WHAT YOU ARE ASKED TO DO
What lines below include the string "Couleurs"? Pick them out and copy them.

DATA UNDER STUDY
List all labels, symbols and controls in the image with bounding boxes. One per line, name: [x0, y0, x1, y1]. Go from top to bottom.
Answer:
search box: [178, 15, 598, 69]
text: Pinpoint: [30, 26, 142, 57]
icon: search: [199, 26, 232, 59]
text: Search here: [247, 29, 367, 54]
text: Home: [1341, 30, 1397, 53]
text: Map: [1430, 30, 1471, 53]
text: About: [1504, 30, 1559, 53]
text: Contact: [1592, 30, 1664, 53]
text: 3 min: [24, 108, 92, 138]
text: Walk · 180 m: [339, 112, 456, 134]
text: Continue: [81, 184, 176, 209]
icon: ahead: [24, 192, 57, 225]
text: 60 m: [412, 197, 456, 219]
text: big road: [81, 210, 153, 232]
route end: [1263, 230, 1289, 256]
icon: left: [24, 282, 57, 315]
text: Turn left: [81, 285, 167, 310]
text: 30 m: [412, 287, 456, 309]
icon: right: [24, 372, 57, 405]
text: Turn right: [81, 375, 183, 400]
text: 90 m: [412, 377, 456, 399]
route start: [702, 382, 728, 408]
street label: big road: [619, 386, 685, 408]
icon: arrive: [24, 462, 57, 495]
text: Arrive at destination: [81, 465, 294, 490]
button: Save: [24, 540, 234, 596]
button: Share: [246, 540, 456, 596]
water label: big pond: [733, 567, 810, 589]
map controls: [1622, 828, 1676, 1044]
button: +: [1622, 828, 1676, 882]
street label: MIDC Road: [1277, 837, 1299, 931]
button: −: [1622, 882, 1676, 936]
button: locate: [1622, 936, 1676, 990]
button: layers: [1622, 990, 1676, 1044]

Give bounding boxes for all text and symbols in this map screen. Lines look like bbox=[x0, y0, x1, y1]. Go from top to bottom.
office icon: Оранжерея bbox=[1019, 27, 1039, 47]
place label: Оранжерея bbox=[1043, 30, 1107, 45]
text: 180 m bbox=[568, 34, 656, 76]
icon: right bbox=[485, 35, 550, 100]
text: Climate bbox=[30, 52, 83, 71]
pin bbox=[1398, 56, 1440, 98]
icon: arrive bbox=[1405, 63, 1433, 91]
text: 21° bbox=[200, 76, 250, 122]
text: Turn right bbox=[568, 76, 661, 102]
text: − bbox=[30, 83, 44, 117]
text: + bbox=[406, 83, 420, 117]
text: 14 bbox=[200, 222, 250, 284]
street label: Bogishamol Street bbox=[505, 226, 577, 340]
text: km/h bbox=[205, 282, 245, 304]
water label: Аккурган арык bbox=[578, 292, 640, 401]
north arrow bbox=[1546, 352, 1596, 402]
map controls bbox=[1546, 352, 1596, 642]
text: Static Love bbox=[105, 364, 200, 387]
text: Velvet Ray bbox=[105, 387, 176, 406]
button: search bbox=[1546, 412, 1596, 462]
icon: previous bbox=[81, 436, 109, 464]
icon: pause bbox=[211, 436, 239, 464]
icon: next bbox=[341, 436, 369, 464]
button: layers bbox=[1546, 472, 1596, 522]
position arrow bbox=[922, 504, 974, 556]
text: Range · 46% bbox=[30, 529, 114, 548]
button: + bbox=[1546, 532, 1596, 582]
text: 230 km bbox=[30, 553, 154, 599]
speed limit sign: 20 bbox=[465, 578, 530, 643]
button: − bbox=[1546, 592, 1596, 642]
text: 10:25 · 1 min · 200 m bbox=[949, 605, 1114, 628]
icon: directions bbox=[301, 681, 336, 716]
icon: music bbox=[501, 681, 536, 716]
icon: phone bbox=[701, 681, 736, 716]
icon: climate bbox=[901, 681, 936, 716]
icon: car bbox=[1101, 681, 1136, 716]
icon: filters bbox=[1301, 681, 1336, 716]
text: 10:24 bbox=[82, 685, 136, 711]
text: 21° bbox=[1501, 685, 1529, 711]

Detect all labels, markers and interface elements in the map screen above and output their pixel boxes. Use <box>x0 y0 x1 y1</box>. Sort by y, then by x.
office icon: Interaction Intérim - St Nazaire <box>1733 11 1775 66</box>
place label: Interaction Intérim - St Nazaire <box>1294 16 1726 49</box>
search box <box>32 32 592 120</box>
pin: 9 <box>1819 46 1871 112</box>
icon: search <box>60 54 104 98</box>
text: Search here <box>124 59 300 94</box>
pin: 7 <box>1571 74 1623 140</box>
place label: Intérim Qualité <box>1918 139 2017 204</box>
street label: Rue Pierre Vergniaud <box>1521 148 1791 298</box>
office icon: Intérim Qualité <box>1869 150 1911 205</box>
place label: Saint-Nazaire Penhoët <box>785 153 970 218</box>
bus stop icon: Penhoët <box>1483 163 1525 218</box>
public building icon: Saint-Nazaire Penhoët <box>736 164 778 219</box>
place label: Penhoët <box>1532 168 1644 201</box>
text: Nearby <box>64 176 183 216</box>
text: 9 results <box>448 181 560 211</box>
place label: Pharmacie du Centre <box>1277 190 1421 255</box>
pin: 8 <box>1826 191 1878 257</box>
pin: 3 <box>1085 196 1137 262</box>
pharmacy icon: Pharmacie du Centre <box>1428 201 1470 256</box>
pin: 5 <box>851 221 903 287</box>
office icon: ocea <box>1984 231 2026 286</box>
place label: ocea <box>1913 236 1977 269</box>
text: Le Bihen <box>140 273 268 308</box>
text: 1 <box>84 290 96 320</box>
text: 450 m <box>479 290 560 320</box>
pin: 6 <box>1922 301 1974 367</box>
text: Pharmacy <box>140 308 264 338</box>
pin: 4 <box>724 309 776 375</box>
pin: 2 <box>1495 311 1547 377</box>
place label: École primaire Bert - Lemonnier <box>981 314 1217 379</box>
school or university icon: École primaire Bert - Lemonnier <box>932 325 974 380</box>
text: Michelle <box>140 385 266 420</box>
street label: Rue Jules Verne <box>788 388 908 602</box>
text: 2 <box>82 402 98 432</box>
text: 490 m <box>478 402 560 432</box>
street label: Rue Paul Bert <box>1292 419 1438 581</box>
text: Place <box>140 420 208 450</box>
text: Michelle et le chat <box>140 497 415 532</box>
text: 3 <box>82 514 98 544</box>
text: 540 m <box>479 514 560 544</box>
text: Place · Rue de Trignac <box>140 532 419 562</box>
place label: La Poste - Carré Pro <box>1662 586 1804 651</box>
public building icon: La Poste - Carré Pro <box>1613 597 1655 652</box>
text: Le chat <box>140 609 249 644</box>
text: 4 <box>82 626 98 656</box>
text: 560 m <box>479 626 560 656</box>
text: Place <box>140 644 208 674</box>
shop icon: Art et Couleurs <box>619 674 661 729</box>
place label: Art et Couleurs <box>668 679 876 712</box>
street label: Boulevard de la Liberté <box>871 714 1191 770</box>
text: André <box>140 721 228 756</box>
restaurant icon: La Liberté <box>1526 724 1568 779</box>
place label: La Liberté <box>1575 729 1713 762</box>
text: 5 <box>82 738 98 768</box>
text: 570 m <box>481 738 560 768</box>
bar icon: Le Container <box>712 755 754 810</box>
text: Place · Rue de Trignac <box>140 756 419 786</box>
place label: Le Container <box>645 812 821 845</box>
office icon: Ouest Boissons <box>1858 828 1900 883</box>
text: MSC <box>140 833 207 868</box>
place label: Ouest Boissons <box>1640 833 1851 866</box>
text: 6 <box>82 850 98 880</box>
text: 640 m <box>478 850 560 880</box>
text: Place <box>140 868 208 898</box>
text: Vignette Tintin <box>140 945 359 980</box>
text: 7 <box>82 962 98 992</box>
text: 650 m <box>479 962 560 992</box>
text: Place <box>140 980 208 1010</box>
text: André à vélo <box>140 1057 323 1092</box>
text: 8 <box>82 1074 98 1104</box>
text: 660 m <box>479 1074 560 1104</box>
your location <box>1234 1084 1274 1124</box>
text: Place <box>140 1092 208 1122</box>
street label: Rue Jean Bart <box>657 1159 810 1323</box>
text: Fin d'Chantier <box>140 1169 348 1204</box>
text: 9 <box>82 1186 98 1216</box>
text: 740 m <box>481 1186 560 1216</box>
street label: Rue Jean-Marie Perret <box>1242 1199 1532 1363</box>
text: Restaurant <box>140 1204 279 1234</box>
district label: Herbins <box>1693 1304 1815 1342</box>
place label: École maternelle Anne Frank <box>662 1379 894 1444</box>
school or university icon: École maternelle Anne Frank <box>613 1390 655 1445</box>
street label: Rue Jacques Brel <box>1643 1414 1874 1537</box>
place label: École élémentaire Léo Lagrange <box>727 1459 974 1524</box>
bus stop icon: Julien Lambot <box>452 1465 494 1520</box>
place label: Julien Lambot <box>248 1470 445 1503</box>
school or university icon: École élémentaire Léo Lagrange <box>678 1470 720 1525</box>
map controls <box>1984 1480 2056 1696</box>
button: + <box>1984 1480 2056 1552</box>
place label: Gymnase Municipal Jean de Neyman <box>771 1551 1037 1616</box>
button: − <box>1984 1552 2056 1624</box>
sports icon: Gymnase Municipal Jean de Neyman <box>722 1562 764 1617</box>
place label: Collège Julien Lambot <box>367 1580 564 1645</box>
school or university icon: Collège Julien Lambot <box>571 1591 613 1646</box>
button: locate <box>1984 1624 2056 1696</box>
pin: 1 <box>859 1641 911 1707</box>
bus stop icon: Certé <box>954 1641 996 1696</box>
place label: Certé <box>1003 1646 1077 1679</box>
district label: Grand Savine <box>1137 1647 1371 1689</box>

TASK RESULT
shop icon: Art et Couleurs <box>619 674 661 729</box>
place label: Art et Couleurs <box>668 679 876 712</box>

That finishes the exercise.